The Path to Purpose-Built Solutions
What boards need, according to the authors, is the middle ground: AI capabilities specifically designed for board governance, built with appropriate security from the ground up, and structured to enhance rather than complicate the board-management relationship.
This means tools that help directors understand what management presents rather than encouraging parallel analysis. It means security designed for the most sensitive information rather than retrofitted enterprise features. It means personalization based on each director’s role and responsibilities. And it means a learning curve that’s manageable for directors who didn’t grow up with AI.
The HBR research makes clear that AI’s potential for improving board effectiveness is real—the pioneers prove it. Their experiences with consumer AI tools demonstrate what’s possible. But realizing that potential across all boards requires moving beyond individual experimentation with public tools toward purpose-built solutions designed specifically for the unique needs and constraints of board governance.

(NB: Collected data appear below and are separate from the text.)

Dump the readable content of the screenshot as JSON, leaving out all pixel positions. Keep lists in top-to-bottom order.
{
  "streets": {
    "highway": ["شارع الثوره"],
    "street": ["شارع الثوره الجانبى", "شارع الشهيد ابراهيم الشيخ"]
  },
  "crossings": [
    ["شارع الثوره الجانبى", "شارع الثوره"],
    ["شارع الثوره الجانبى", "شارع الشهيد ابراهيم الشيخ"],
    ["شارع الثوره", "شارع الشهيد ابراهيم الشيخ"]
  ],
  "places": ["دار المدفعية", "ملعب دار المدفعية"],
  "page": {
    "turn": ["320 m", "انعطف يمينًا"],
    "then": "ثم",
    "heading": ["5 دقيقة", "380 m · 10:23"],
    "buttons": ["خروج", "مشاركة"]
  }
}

The directors who haven’t yet considered AI for board preparation aren’t wrong to be cautious, Shekshnia and Yakubovich conclude. Their instincts about security risks and the need for appropriate tools are sound. What they’re missing is that AI capabilities can be packaged in ways that address those concerns—tools designed specifically for board work rather than general-purpose consumer applications.
Looking Forward
The authors end with a bold prediction: “Eventually, we believe, every board will have an AI member, maybe even one with a vote.” They argue that savvy boards will look to get ahead of this wave by becoming AI literate today. By making smarter decisions more quickly with AI’s assistance, they’ll enable their companies to move ahead of competitors—and in many cases keep that strategic advantage for some time.
The gap between pioneering directors and the majority won’t close through individual directors discovering ChatGPT. It will close when boards have access to AI tools built specifically for their governance needs—secure, purpose-built, and designed to make directors more effective within their appropriate role. That’s the future the pioneers are pointing toward, even if they’re not quite there yet themselves.
Key Challenges Identified by Shekshnia and Yakubovich:
- Most directors haven’t recognized AI’s potential for board preparation, viewing it primarily as an operational tool rather than a governance capability.
- Security concerns about using public AI tools with confidential board materials prevent many directors from experimenting with AI assistance.
- The information gap between directors and management persists despite traditional efforts, while AI offers untapped potential to close this gap effectively.
The Path Forward:
- Boards need purpose-built AI solutions designed specifically for governance—not consumer tools adapted to board use—with security appropriate for the most sensitive information.
- Directors require structured learning and support to use AI effectively, not just access to tools that leave them frustrated with irrelevant outputs.
- The focus should remain on helping directors understand management materials better, not enabling independent parallel analysis that could undermine board-management relationships.
This analysis is based on “How Pioneering Boards Are Using AI” by Stanislav Shekshnia and Valery Yakubovich, published in Harvard Business Review, July-August 2025.